Especially that "close" in there, which is a disastrous request!
AIUI...
It can't do that, because the way it works is comparing files on source and destination block-by-block to work out if they need to be synched or not.
To give an estimate, it would have to do that twice, and thus, its use would be pointless. Rsync is not a clever copy program. Rsync exists to synch 2 files/groups of files without transmitting all the data they contain over a slow link; to do the estimate you ask would obviate its raison d'être.
If it just looked at file sizes, the estimate would be wildly pessimistic, and thus make the tool far less attractive and that would have led to it not being used and becoming a success.
Secondly, by comparison: people clearly asked for this from the Windows developers, and commercial s/w being what it is, they got it.
That's how on Win10 you get a progress bar for all file operations. Which means deleting a 0-byte file takes as long as deleting a 1-gigabyte file: it has to simulate the action first, in order to show the progress, so everything now has a built-in multi-second-long delay (far longer than the actual operation) so it can display a fancy animated progress bar and draw a little graph, and nothing happens instantly, not even the tiniest operations.

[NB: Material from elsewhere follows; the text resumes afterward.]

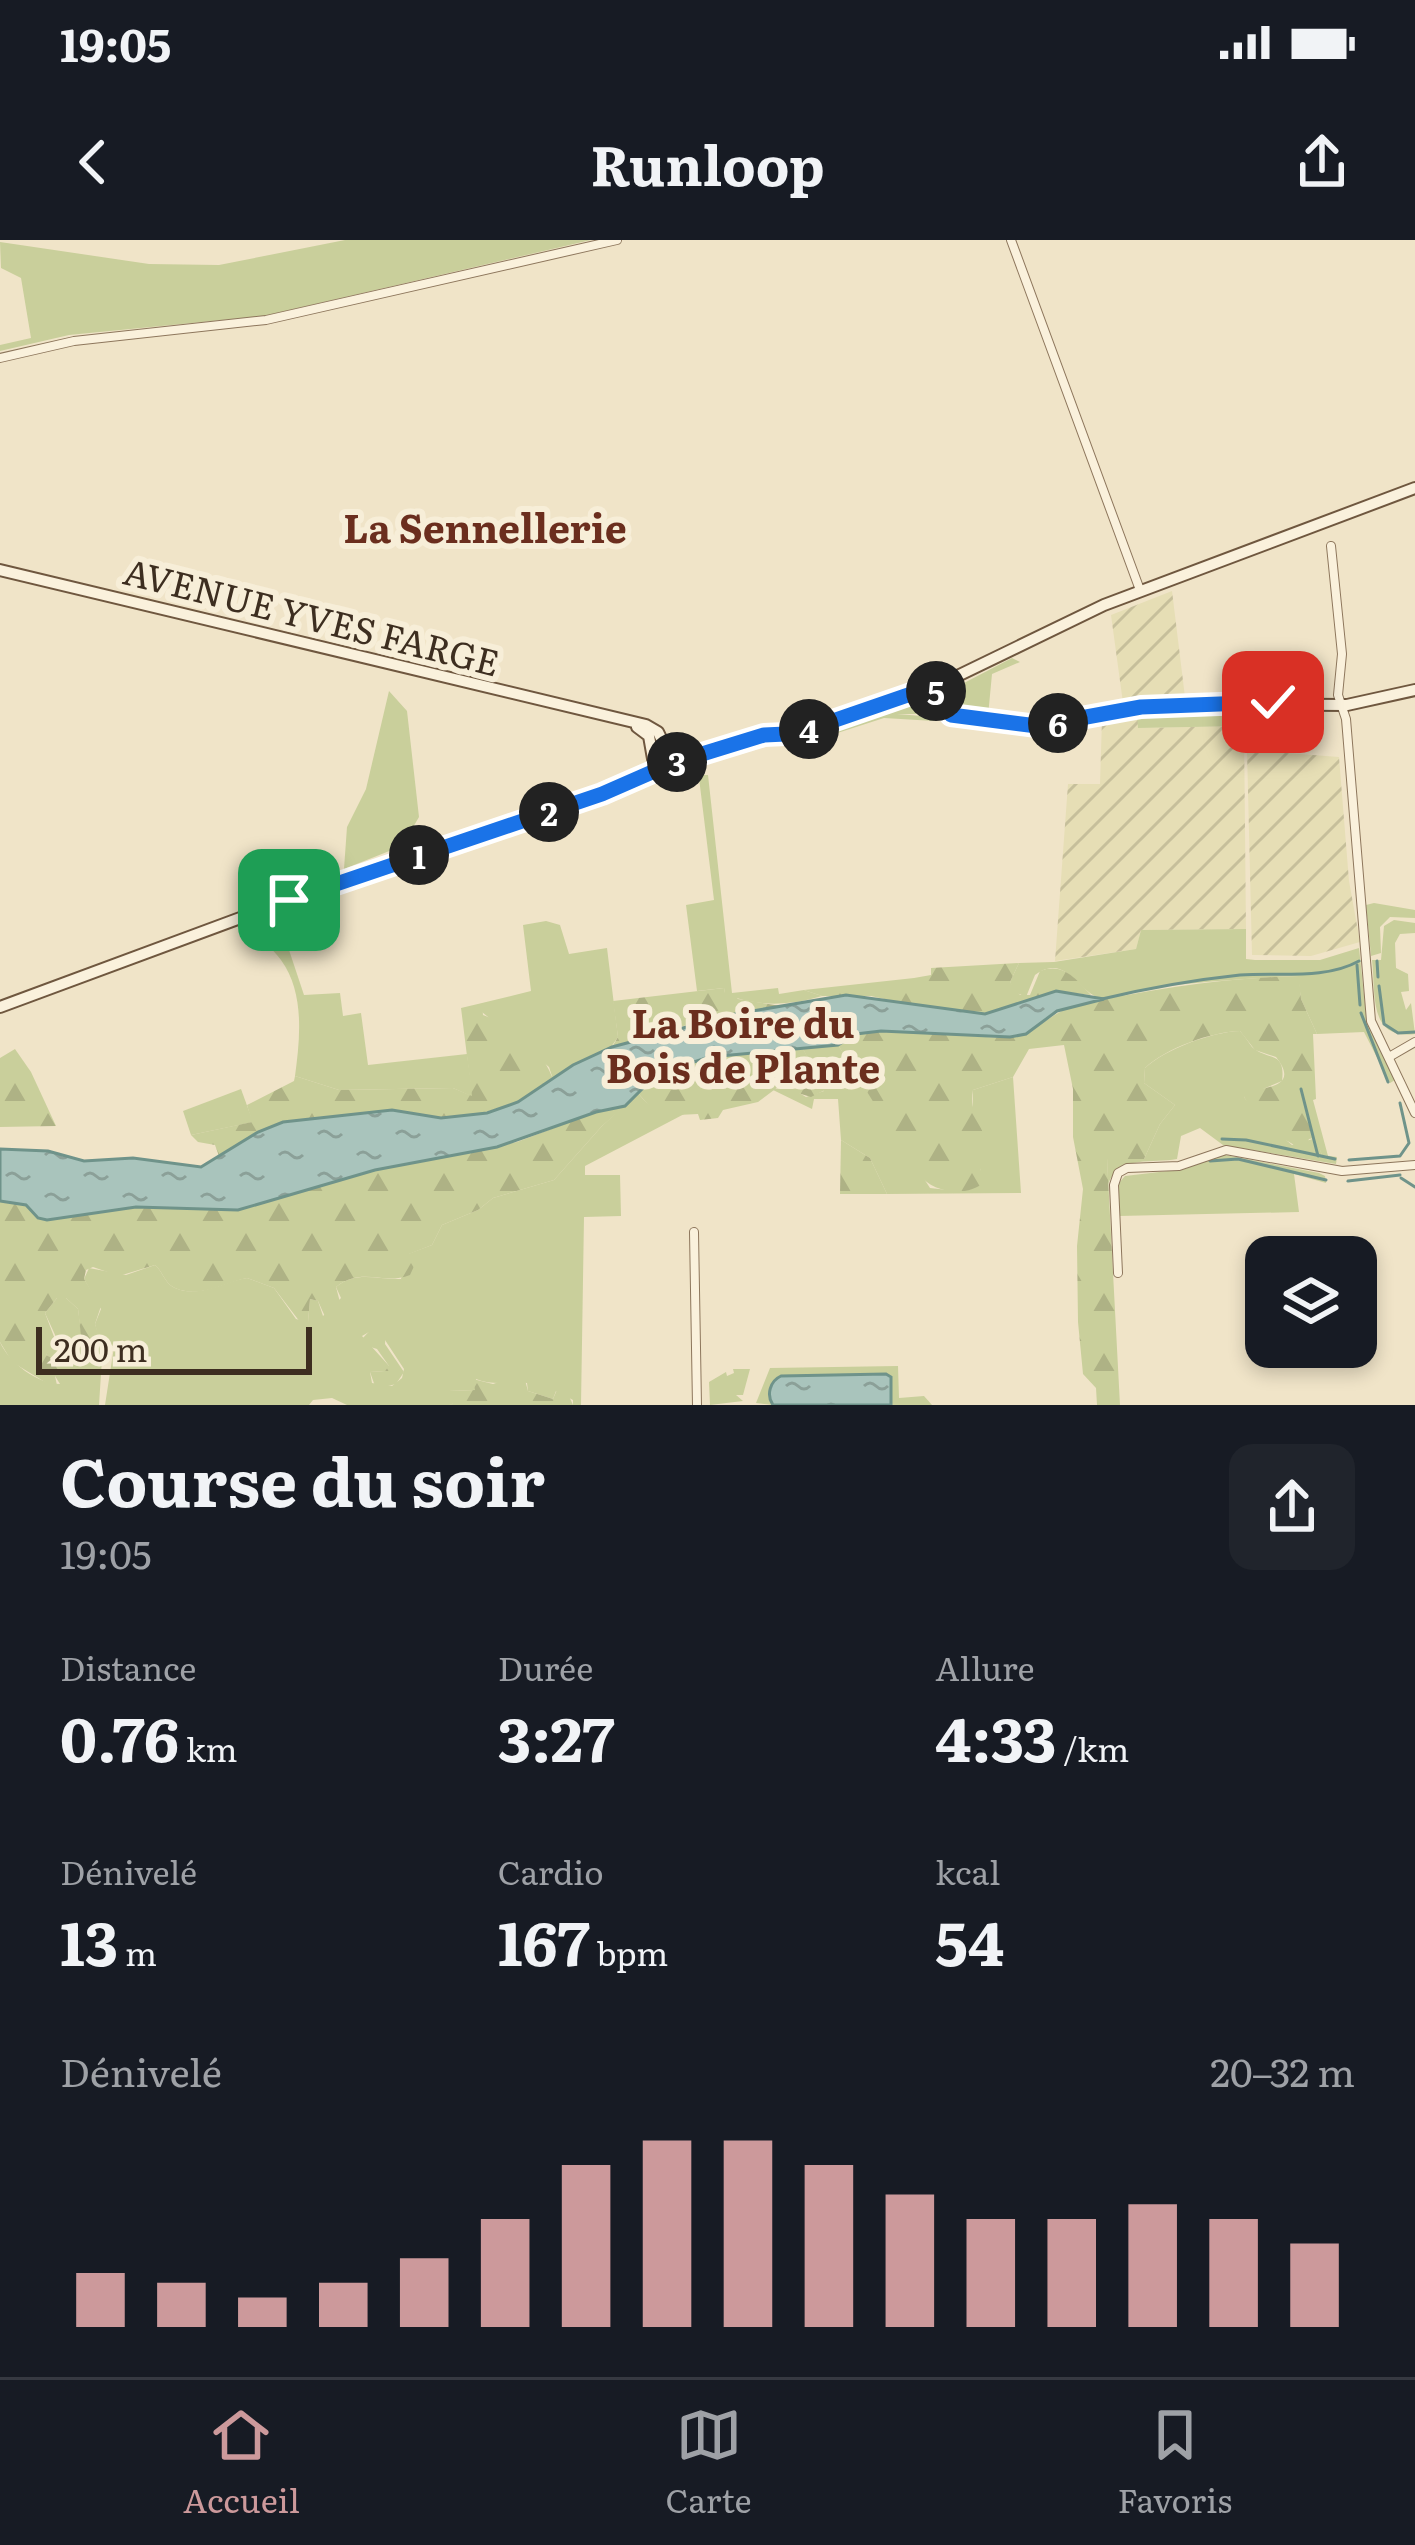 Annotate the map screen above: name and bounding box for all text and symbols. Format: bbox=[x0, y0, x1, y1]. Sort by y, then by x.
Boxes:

Thus a harmless-sounding UI request completely obviated the hard work that went into optimising NTFS, which for instance stores tiny files inside the file system indices so they take no disk sectors at all, meaning less head movement too.
All wasted because of a UI change.
Better to have no estimate than a wildly inaccurate estimate or an estimate that doubles the length of the task.
Yes, some other tools do give a min/max time estimate.
There are indeed far more technically-complex solutions, like...
(I started to do this in pseudocode but I quickly ran out of width, which tells you something)
* start doing the operation, but also time it
* if the time is more than (given interval)
* display a bogus progress indicator, while you work out an estimate
* then start displaying the real progress indicator
* while continuing the operation, which means your estimate is now
inaccurate
* adjust the estimate to improve its accuracy
* until the operation is complete
* show the progress bar hitting the end
* which means you've now added a delay at the end
So you get a progress meter throughout which only shows for longer operations, but it delays the whole job.
This is what Windows Vista did, and it was a pain.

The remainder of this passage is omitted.